Hitzige Debatten quer durch die Fraktionen gibt es in der Gemeindestube beim Thema Trainingsplatz. Da liegen drei Angebote für Unterbau, Kunstrasenbelag und Umzäunung vor. Swietelsky ist mit 598.767 Euro vor der Strabag mit 604.962 Euro und dem Vorarlberger Sportplatzbauer Loacker mit 708.519 Euro netto Bestbieter. Vizebürgermeister Reinhold Schneider sieht Mängel in der Ausschreibung des gemeindeeigenen Bauamtes.

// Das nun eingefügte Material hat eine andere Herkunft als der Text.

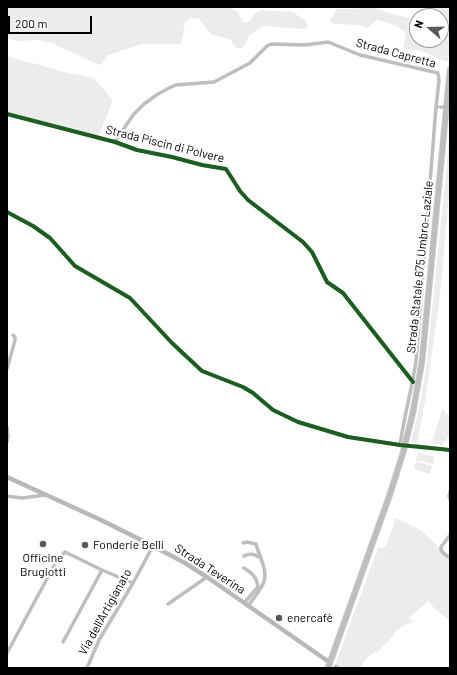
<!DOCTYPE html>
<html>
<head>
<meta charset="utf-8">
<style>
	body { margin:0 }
	#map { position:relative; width:457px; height:675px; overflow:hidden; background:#fff; font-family:Barlow,sans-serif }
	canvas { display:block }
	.frame { position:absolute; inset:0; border:8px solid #000; pointer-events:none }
	.north { position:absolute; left:409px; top:8px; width:40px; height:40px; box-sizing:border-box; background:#fff; border:1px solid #999; border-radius:50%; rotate:290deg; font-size:11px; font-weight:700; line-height:16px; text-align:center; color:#000 }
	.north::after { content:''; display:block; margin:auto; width:14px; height:18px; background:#595959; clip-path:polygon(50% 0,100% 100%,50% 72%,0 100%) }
	.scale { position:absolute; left:8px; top:16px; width:84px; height:18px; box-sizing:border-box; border:2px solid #000; border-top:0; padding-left:5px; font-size:12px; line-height:14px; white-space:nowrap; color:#000; -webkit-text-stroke:3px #fff; paint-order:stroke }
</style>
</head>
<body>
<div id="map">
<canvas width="457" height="675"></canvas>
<div class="frame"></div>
<div class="north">N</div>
<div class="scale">200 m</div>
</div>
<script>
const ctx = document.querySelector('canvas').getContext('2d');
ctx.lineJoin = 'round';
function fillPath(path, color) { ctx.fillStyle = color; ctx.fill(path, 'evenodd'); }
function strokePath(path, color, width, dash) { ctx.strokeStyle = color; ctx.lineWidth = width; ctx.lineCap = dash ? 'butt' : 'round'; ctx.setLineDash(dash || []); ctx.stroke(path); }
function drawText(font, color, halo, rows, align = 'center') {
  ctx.font = font + ' Barlow,sans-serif'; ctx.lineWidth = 4; ctx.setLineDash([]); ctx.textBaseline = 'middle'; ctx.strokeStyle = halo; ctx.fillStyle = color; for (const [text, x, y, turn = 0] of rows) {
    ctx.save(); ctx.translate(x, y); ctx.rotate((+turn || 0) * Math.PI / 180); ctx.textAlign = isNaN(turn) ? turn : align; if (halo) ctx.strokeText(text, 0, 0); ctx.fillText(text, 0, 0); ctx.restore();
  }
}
fillPath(new Path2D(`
	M7,7h220l10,4 6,11 4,1 4,-3 3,-6 8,-4 31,2 14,10 1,5 -3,2 -43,-3 -13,10 -4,9 -4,4 -6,-2 -5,-8 -18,-4 -13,-16 -8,-1 -6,4 -2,15 -3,7h-38l-34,11 -6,9 -3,1 -47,-22 -16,-3 -20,1 -9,-3z
	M367,7c9,0 13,3 22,6 5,2 11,2 16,4 4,1 8,4 12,5v18h24v-24h-9l4,-3 -2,-6h16v35l-2,20c-9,-3 -18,-8 -27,-11 -7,-2 -11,1 -18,-4l3,-13c-6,-9 -20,-12 -30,-14l-8,8 -9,-3 -25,-1 -4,-4 7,-11h16z
	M7,56l61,17 26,5 19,22 -14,35h-6l-86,-23z
	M450,132v51l-10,112 -14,100 -9,48 -6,-1 8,-33 7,-39z
	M442,409l8,8v17l-7,11 -11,-1z
	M418,453l17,4 -2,7 -17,-4z
	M416,461l16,5 -2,8 -16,-5z
	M396,518l23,11 19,17 3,7 9,8v59h-1l-14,-11 -7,-8 -19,17 5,4 -10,3 -8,6 -7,10 -7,6 -4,6 -3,-1c-7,3 -11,10 -15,16h-20l-5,-3 43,-117h5l3,-3z`), '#ececec');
strokePath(new Path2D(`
	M404,445l13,1`), '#d9d9d9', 3.5, [3.5, 2]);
const trunk = new Path2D(`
	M328,668l62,-174 13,-41 10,-41 9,-51 28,-291`);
strokePath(trunk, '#dbdbdb', 7);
strokePath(new Path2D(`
	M7,114l108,28 22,8 35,7 30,8 24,4 14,22 8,9 55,42 9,10 15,30 16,11 70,89
	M115,142l18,-27 11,-11 14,-10 11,-6 7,-3 38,-3 36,-19 17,-17 4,-2 34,1 23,-3 32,13 78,18 1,8 -3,26h2
	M7,212l26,14 17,12 25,28 55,32 42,45 30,28 41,16 10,6 20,17 25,12 50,15 52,8c4,-29 12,-56 16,-84l20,-254
	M7,369l8,-29v-3l-2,-2
	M7,427l1,9 -1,6
	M417,446l33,4
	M450,492l-1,4 1,3
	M7,496l15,2 23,-3
	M450,535l-9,12c-1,5 5,8 9,11
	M243,543l4,-1 9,2c3,12 13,28 7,40 -4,8 -10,15 -15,22
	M244,556c5,-3 11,-2 15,1
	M244,603l14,-16c-2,-11 -5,-13 -14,-19
	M168,604l39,-27
	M63,642l39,-72
	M7,653l49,-91 9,-10 37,18 31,13
	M87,668l12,-28 34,-57 20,-37`), '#bebebe', 3.5);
strokePath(new Path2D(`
	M7,477l94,43 52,26 32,17 22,14 122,85
	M336,667l1,1`), '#b8b8b8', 4.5);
strokePath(trunk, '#bebebe', 5.5);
strokePath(new Path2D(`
	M441,107l9,1`), '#bebebe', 3.5);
strokePath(new Path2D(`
	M7,114l108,28 22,8 35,7 30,8 24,4 14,22 8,9 55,42 9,10 15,30 16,11 70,89
	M7,212l26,14 17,12 25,28 55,32 42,45 30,28 41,16 10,6 20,17 25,12 50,15 52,8 50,5`), '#1b5e20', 4);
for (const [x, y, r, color] of [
	[43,544,4,"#595959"],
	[85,545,4,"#595959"],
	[279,618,4,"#595959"]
]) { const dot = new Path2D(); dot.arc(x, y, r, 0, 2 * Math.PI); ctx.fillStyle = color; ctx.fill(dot); strokePath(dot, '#fff', 1.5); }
drawText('12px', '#000', '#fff', [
	["Strada Capretta",396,53,15],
	["Strada Piscin di Polvere",165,144,14],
	["Strada Statale 675 Umbro-Laziale",420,267,-84],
	["Strada Teverina",210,569,33],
	["Via dell'Artigianato",105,612,-61]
]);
drawText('12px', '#000', '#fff', [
	["Fonderie Belli",93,545],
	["Officine",43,558,"center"],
	["Brugiotti",43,572,"center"],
	["enercafè",287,618]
], 'left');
</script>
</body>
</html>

Schlussendlich einigt man sich mehrheitlich 15:5 für eine „Drüberschau“ durch die Bauexperten Karl Hänsler und Paul Martin, um allfällige Ungereimtheiten, die zu einem Garantieverlust führen könnten, auszuschließen.

Ungereimtheiten

Auch bei der Debatte „Radbrücke über die Lutz“ gibt es Ungereimtheiten, weil anscheinend „vergessen“ wurde, die in Ludesch ortsansässige Baufirma „Wucher“ zur Angebotserstellung einzuladen. „Es sei Stillschweigen vereinbart“, will Bürgermeister Berno Witwer vor der Gemeindevertretung bis zur Vergabe dazu keinen Kommentar abgeben. Um Verzögerungen zu vermeiden, werden die Agenden dem Gemeindevorstand übertragen. Die Gesamtbaukosten dürften sich auf rund 295.000 Euro belaufen. Für Thüringen und Ludesch fallen je rund 47.500 Euro an. Den Rest übernimmt das Land.